でも、私が同じくらいの大きさの人形を操ってみせた時、お母様は恐ろしい顔で怒り出した。

ようやくの機会に、私は毎日練習した人形の舞踊を披露したのだが、お母様にはそれが悍ましく、嫌だったに違いない。

何を言われたのかは殆ど覚えていない。ただ、頬を引っ叩かれ、部屋から廊下に髪を掴まれて引きずり出された事。後は「なんと親不孝な子か」と怒鳴られた事。それだけを覚えている。

私は、何故怒られたのか分からなかった。魔術を学ぶことは八歳からとされていたから、詳しくは知らなかったせいでもある。

けれど、世界が狭かった私には、お母様の言葉は一生忘れられないものとなった。

私は、何をやってもダメだった。

自信が無いから、自分から何かを言ったり、何かを行うことなんて出来なかった。

これならばと必死に練習をし続けた魔術も、結局ダメだった。

むしろ、それが決め手になってしまったのかもしれない。それ以来、お母様は私を見ることはなくなった。お父様は元々会うことが無かったが、時折すれ違うお母様が私を無視するのは、堪らなく辛かった。

でも、自分が悪いのだから仕方がない。だから、私は静かに息を潜めるように過ごした。

やがて、私は誰からも気付かれない存在となっていった。誰からも話しかけられず、ただ無為に過ごす日々。

何もされていないのに、部屋で独りでいると涙が出た。

もしかしたら、お母様は私の魔術適性の結果に期待してくれていたのかもしれない。だから、望む結果じゃなくて悲しかったのかもしれない。

もしそうなら、私はなんて酷いことをしてしまったのだろう。

私を産んでくれたのに、私に期待してくれたのに、私はお母様に何も出来なかった。ただ、失望させただけだった。

なんと親不孝な子だろう。

その言葉が頭の中に浮かんだ時、私は声を出して泣いた。悲しくて、悲しくて、辛かった。

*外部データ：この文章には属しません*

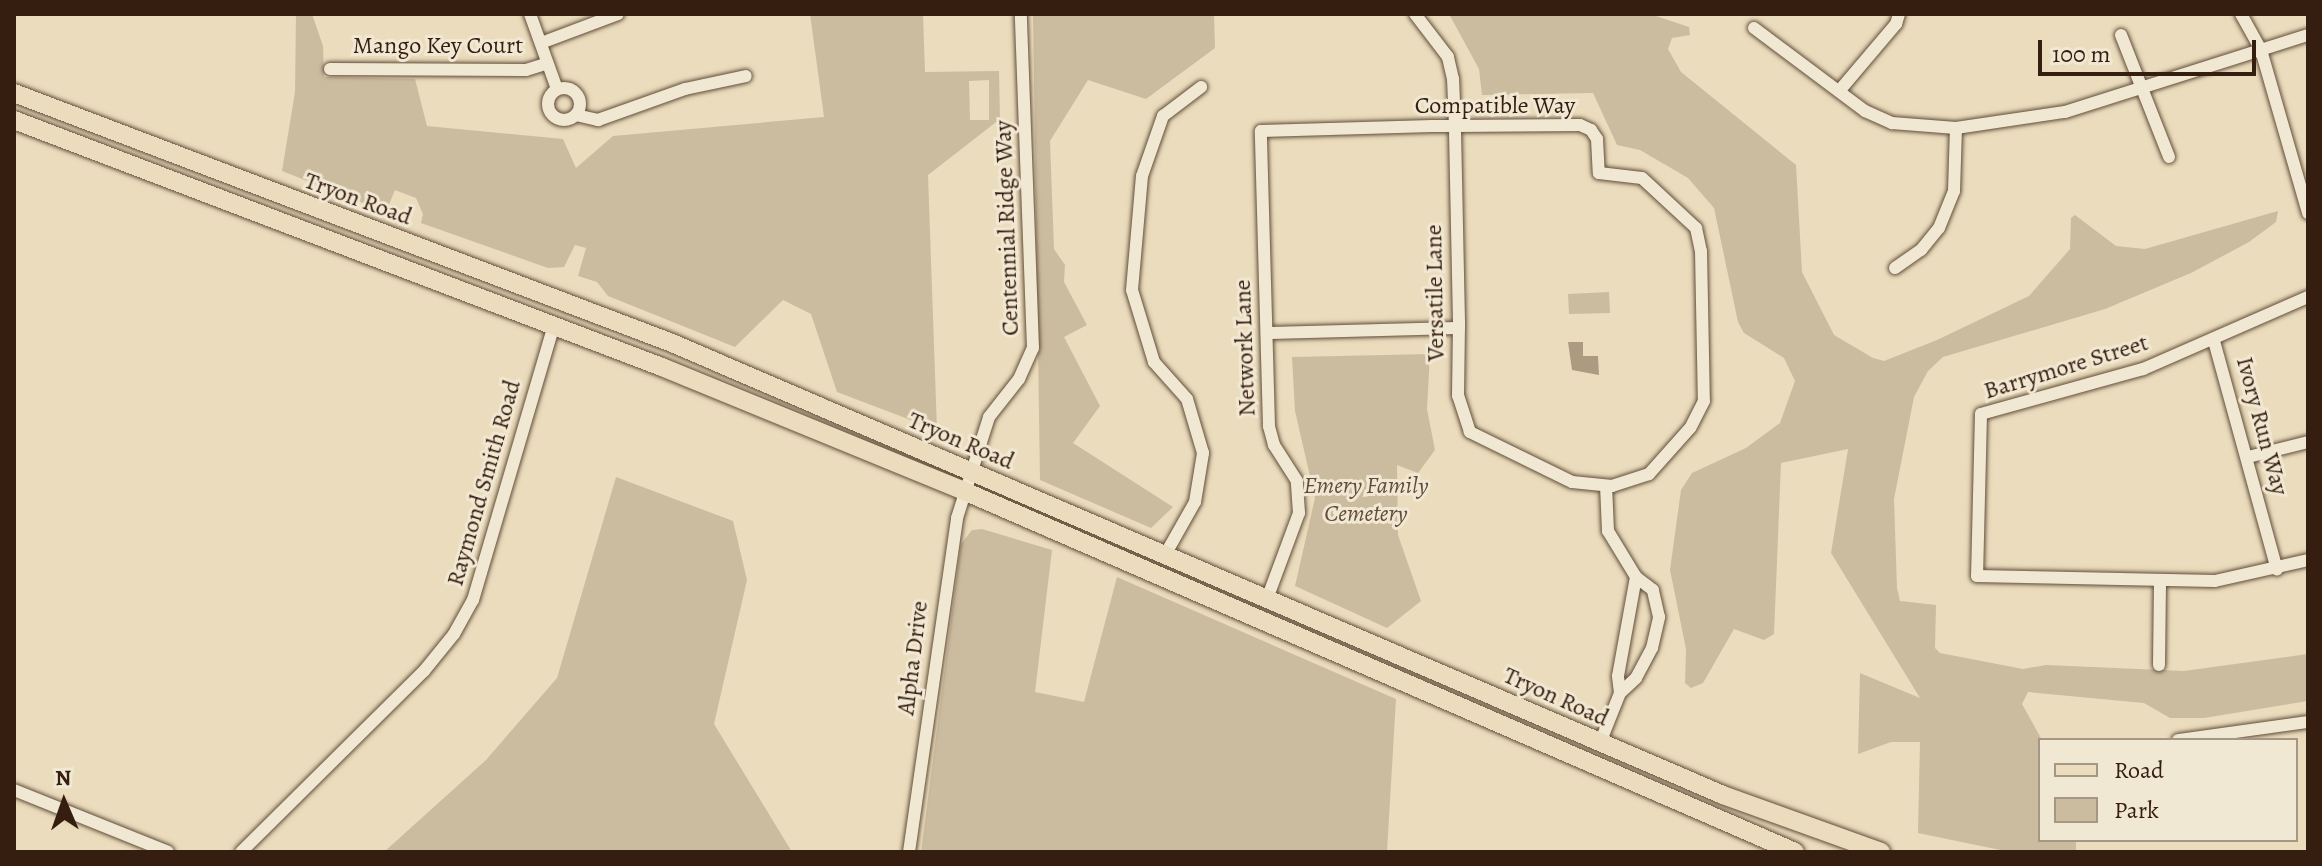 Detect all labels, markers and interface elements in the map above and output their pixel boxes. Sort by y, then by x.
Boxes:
scale bar [2042,24,2260,74]
street label: Mango Key Court [353,32,523,60]
text: 100 m [2052,38,2111,70]
street label: Compatible Way [1415,92,1575,120]
street label: Centennial Ridge Way [989,120,1025,336]
street label: Tryon Road [300,166,416,232]
street label: Versatile Lane [1419,224,1451,362]
street label: Network Lane [1228,279,1262,417]
street label: Barrymore Street [1980,328,2152,406]
street label: Ivory Run Way [2230,354,2294,498]
street label: Raymond Smith Road [441,377,527,589]
street label: Tryon Road [904,406,1018,476]
park label: Emery Family Cemetery [1304,472,1428,528]
street label: Alpha Drive [892,599,934,717]
street label: Tryon Road [1499,661,1613,733]
legend [2038,738,2298,842]
text: Road [2114,754,2164,786]
north arrow [24,762,104,842]
text: N [55,763,72,793]
text: Park [2114,794,2159,826]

それから二カ月か、三カ月か、それとも半年は経っただろうか。

初めて、お父様に呼ばれた。

毎日泣いて過ごしていた私は、もう呼ばれたことに期待なんて出来なかった。

私には何も無い。体は小さく頭が良いわけでもなく、才能も無かった。だから、呼ばれた理由はきっと私の居場所がなくなるという話だろう。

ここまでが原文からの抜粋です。